If you are one of those very unfortunate people to have wound up in Italy stranded with nowhere to go, please reach out to me and I will connect you with our StartupDigest curators in Italy. We might as well try to make the most of this experience for all of you.

Below are some of the tweets I pulled around the situation. The official hastag is #ievc. Leave any comments you have below or tweet with the #startupdigest hashtag and I will make updates to this post as needed.

idarose: I am suddenly realizing that I am the only person remaining in Tuscany for the canceled #IEVC conference…talk about my hopes squashed

vc20: RT @valto#pgivc #ievc it’s starting to look like the PGI conference is not happening. Some mess by the organizer: http://bit.ly/b5HGNj

RT @christinelu: thinks @PGInnovation owes people an elaborately well made up explanation for why the organizer is a no show and gave people no warning.

@papadimitriou @valto she’s making fun of us. Moving the conference to Umbria is fraud. Am I the only one very pissed?

@papadimitriou I asked for a full refund yesterday but got no answer yet

@christinelu thinks @PGInnovation owes people an elaborately well made up explanation for why the organizer is a no show and gave people no warning.
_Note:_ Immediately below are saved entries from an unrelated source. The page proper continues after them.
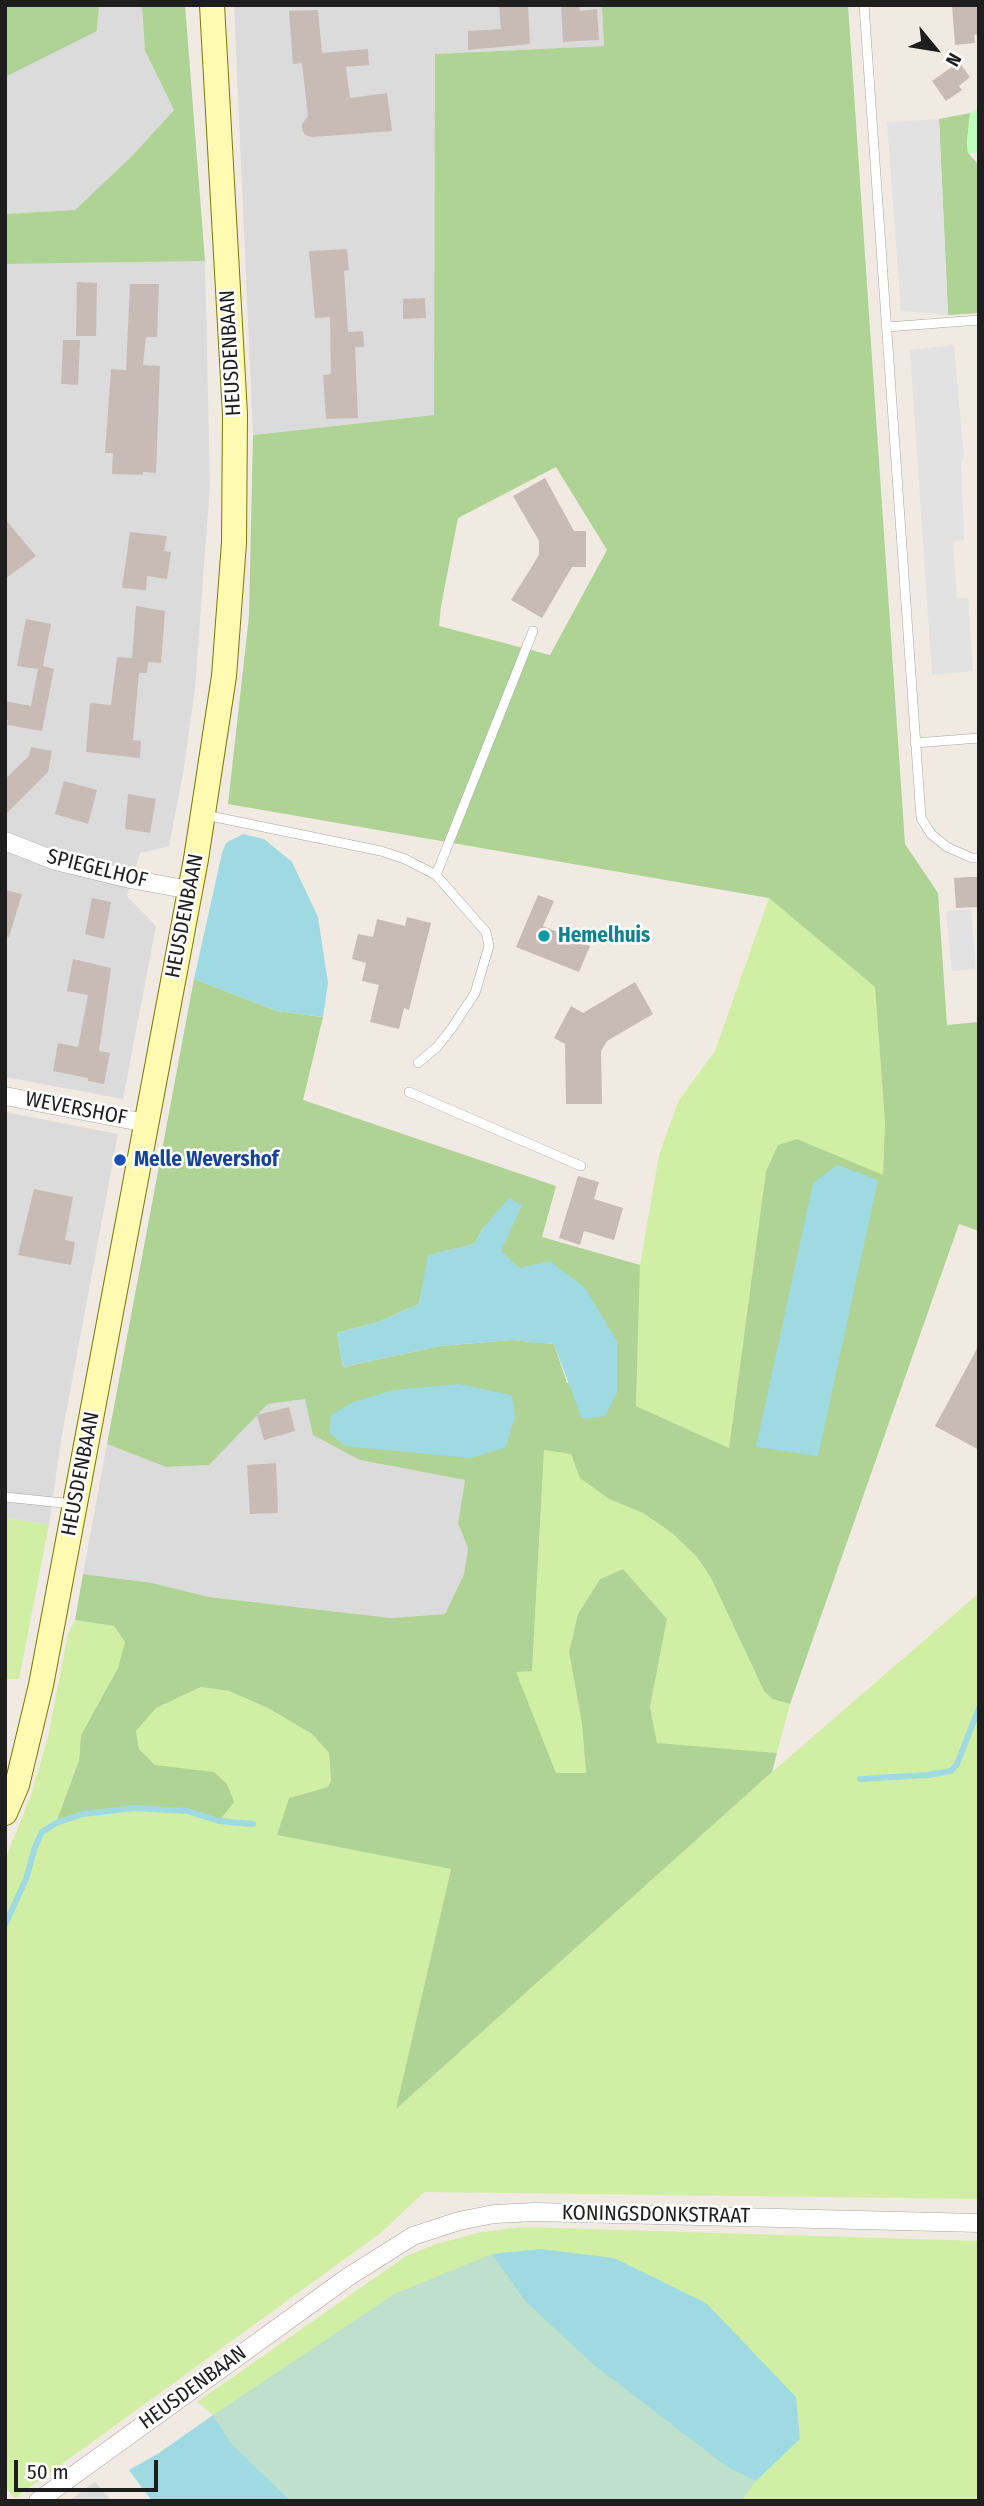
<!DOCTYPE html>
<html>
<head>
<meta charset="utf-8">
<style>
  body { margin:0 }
  #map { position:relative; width:984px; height:2506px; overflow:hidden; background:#f0eae3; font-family:"Fira Sans Condensed",sans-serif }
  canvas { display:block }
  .frame { position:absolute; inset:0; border:7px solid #1e1e1e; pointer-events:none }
  .north { position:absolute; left:900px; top:14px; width:70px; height:70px; -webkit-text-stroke:5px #fff; paint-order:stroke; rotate:120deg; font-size:19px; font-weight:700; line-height:28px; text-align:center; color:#1e1e1e }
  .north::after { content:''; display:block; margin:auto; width:24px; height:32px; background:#1e1e1e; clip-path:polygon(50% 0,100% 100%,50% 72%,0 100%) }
  .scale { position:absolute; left:14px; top:2460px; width:144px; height:32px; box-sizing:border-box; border:4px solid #1e1e1e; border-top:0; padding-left:9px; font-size:21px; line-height:24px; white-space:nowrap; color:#1e1e1e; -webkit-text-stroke:5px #fff; paint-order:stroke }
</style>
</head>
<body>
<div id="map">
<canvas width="984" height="2506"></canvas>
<div class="frame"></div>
<div class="north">N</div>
<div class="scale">50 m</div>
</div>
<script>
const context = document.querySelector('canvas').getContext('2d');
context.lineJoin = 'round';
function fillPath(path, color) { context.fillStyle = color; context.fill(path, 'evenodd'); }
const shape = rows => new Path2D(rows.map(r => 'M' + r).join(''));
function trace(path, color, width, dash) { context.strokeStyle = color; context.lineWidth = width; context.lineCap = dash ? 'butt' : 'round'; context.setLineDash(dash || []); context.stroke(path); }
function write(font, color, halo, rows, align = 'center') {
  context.font = font + ' "Fira Sans Condensed",sans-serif'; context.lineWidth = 5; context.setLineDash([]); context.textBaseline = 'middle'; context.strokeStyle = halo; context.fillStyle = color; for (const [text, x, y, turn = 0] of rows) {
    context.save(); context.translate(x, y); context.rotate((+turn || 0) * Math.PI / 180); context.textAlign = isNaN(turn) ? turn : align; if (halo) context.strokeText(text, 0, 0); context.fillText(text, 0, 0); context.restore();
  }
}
fillPath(shape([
  [99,5,142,5,145,51,174,110,132,156,75,210,5,214,5,77,97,31],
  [234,5,602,5,604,46,435,54,434,415,253,435],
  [205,261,210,486,195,688,184,768,169,846,140,853,127,896,156,926,123,1099,5,1077,5,264],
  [5,1112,118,1134,61,1440,49,1525,5,1517],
  [305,1399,360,1460,465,1480,458,1523,468,1548,464,1574,445,1614,391,1618,209,1597,152,1583,83,1574,107,1444,166,1467,209,1465,268,1404],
  [95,2482,112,2501,68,2501]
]), '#dcdbdb');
fillPath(shape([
  [769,898,875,987,885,1122,883,1176,797,1139,778,1145,766,1171,729,1448,636,1406,640,1265,659,1155,679,1100,715,1051],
  [544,1450,571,1454,609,1499,643,1513,672,1533,697,1557,711,1578,764,1691,772,1699,790,1704,777,1753,657,1744,650,1707,667,1619,623,1569,600,1579,578,1614,569,1652,582,1724,586,1773,556,1773,515,1672,532,1670],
  [5,1517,49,1525,19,1679,5,1679],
  [979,1593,979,2199,424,2192,382,2232,15,2498,5,2487,5,1860,31,1795,48,1737,68,1634,75,1620,114,1626,125,1642,118,1668,81,1735,79,1759,56,1823,83,1814,134,1808,187,1811,168,1767,155,1765,139,1749,136,1731,156,1708,201,1687,229,1691,268,1708,312,1734,329,1753,331,1781,328,1787,289,1798,278,1835,451,1869,397,2108,772,1772],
  [523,2227,979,2241,979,2501,291,2501,213,2415,197,2402,406,2256,439,2243,482,2232]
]), '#d1efa4');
fillPath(shape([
  [5,5,99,5,97,31,5,77],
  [142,5,185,5,205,261,5,264,5,214,75,210,132,156,174,110,145,51],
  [602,5,848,5,905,844,938,893,947,1025,979,1022,979,1231,959,1224,790,1704,772,1699,764,1691,711,1578,697,1557,672,1533,643,1513,609,1499,580,1478,571,1454,544,1450,532,1671,516,1672,556,1773,586,1773,582,1724,569,1652,578,1614,600,1579,623,1569,667,1619,650,1707,657,1743,777,1753,772,1772,396,2109,451,1869,277,1835,289,1798,328,1787,331,1781,329,1753,312,1734,268,1708,229,1691,201,1687,156,1708,136,1731,139,1749,155,1765,214,1772,227,1784,234,1802,219,1821,187,1811,134,1808,83,1814,56,1823,79,1760,81,1735,118,1668,125,1642,114,1626,75,1620,83,1574,152,1583,209,1597,391,1618,445,1614,464,1574,468,1548,458,1523,465,1480,360,1460,313,1435,305,1399,268,1404,209,1465,166,1467,107,1444,194,979,277,1011,323,1017,303,1100,556,1186,542,1237,640,1265,636,1406,729,1448,766,1171,778,1145,797,1139,883,1175,885,1122,875,987,769,898,228,804,249,616,253,435,434,415,435,54,604,46],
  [556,467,607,550,550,655,439,626,441,606,458,518],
  [522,1205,500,1251,519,1268,617,1341,616,1365,567,1383,554,1344,512,1340,440,1346,343,1367,337,1333,378,1322,419,1304,429,1255,474,1244,484,1227],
  [970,113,967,142,968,153,979,165,979,313,948,315,939,119]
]), '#aed394');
fillPath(shape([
  [492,2254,525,2301,594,2365,727,2467,756,2481,741,2501,291,2501,231,2443,213,2415,394,2294]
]), '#bee0cc');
fillPath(shape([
  [979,107,979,153,968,153,967,142,970,113]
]), '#befebb');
fillPath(shape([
  [939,119,948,315,901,311,887,122],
  [954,345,964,459,961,460,964,540,953,542,957,598,968,598,973,671,932,675,910,350],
  [971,909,976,969,952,971,946,911]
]), '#e2e2e2');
fillPath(shape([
  [243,834,264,839,292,862,318,917,328,983,323,1017,277,1011,194,979,222,853,226,843],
  [837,1165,878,1180,818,1456,756,1447,813,1183],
  [509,1198,522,1205,501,1251,519,1268,550,1261,585,1288,617,1341,617,1393,605,1416,582,1419,554,1344,512,1340,440,1346,343,1367,337,1333,378,1322,419,1304,428,1255,474,1244,484,1227],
  [459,1384,512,1395,515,1417,505,1448,470,1458,345,1446,329,1433,331,1415,353,1402,394,1390],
  [541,2249,614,2258,706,2303,796,2397,800,2439,756,2481,727,2467,594,2365,525,2301,492,2254],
  [213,2415,231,2443,291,2501,152,2501,129,2470,159,2453]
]), '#9fdae2');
trace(shape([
  [860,1779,928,1775,951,1771,957,1764,979,1708],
  [5,1925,26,1879,35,1847,42,1832,56,1823,83,1814,134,1808,187,1811,219,1821,253,1824]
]), '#9fdae2', 6);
fillPath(shape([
  [499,5,528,5,530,44,468,50,468,31,501,29],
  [561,5,579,5,580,11,597,9,599,40,563,42],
  [952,5,979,5,979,34,974,35,975,43,955,45],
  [318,10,322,53,368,49,369,65,346,67,350,98,387,93,392,131,312,137,305,135,302,130,302,124,308,116,302,63,293,64,289,11],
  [959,62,970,77,959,86,962,90,946,101,932,81],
  [347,249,349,270,344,271,348,332,363,331,364,347,355,347,358,418,326,419,323,375,331,374,330,317,315,318,309,251],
  [77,282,97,283,96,336,76,336],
  [130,284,159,284,157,337,146,337,143,365,160,366,156,473,143,472,143,475,112,474,113,453,105,453,111,369,126,370],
  [425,298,426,318,403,319,403,299],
  [63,340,80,340,78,385,61,384],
  [545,478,574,531,586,531,586,567,572,567,542,618,511,600,539,555,539,541,513,496],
  [5,519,36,556,5,579],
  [130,532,167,536,164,551,171,552,167,579,147,576,146,590,122,588],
  [136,606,165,611,161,663,148,662,147,673,139,673,133,740,141,741,140,758,86,752,90,703,111,705,117,657,132,658],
  [26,619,51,624,43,666,54,669,42,731,7,725,8,720,5,720,5,701,31,706,38,669,17,666],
  [31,747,52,751,48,772,5,815,5,779,29,756],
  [64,781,97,790,88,824,55,814],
  [128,794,156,799,150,833,125,829],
  [968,877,979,877,979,907,956,908,954,878],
  [5,890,22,894,9,937,5,936],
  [538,895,554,901,543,926,590,946,579,972,516,947],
  [92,898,111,902,104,939,85,934],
  [407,917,431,923,409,1010,404,1008,399,1029,370,1022,379,985,362,981,366,963,352,959,358,934,373,937,377,919,405,926],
  [73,959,111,968,99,1051,110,1053,104,1084,88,1081,88,1078,53,1071,58,1043,78,1047,88,995,67,991],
  [635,982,653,1014,607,1041,601,1051,602,1104,566,1104,565,1044,554,1038,571,1006,583,1013],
  [578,1176,599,1182,594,1199,623,1208,614,1240,584,1231,580,1245,559,1238],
  [34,1189,73,1197,65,1240,75,1242,71,1265,18,1255],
  [979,1345,979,1450,935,1426],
  [289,1407,295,1431,264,1440,257,1415],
  [276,1463,278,1513,250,1514,247,1465]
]), '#c8bbb6');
const service = shape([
  [864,5,921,818,931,834,947,847,972,858,979,858],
  [887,327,979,320],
  [915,743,979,738],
  [205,815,381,851,405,859,436,875,486,932,489,946,475,993,452,1028,437,1047,418,1063],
  [436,875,533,631],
  [409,1092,581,1166],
  [5,1497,73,1504]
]);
const minor = shape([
  [5,841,56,861,130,879,190,890],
  [5,1096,146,1123],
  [38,2501,348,2277,413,2236,459,2221,494,2214,535,2212,979,2223]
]);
const secondary = shape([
  [5,1813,17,1785,41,1685,196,859,224,676,234,543,235,414,212,5]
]);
trace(service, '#a5a5a5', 10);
trace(minor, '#a5a5a5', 19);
trace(secondary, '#7a7900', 26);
trace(service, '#fff', 9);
trace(minor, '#fff', 18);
trace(secondary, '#fffab2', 24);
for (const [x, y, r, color] of [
  [544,936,7,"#0f9aa8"],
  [120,1160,7,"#1a4fb4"]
]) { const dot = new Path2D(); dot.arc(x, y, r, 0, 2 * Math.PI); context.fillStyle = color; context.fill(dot); trace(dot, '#fff', 2.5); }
write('21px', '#1e1e1e', '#fff', [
  ["HEUSDENBAAN",231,353,-93],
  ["SPIEGELHOF",97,869,14],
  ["HEUSDENBAAN",185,916,-79],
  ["WEVERSHOF",76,1109,11],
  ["HEUSDENBAAN",81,1474,-79],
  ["KONINGSDONKSTRAAT",656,2215,1],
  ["HEUSDENBAAN",193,2388,-36]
]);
write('bold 21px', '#0d838f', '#fff', [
  ["Hemelhuis",558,936]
], 'left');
write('bold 21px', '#164399', '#fff', [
  ["Melle Wevershof",134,1160]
], 'left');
</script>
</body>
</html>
PGInnovation: We have a new venue for IEVC Tuscany! Please contact us for further details.It will start on Monday at 10am. info@pgi.vc Thank you! #pgivc

steookk@valto can anybody give a full explanation of what is going on for tomorrow’s event in Viareggio? Our complains in FBpage were deleted #pgivc

@christinelu: @PGInnovation stop perpetuating bullshit Tanya. i read the email. people know i’ve been patient w/ your crap. you screwed people over.

I have reached out to Tanya directly and asked her to give an open and honest face-to-face interview to explain exactly what happened. Let me know if you have any specific questions for her. I will post updates as soon as I have them.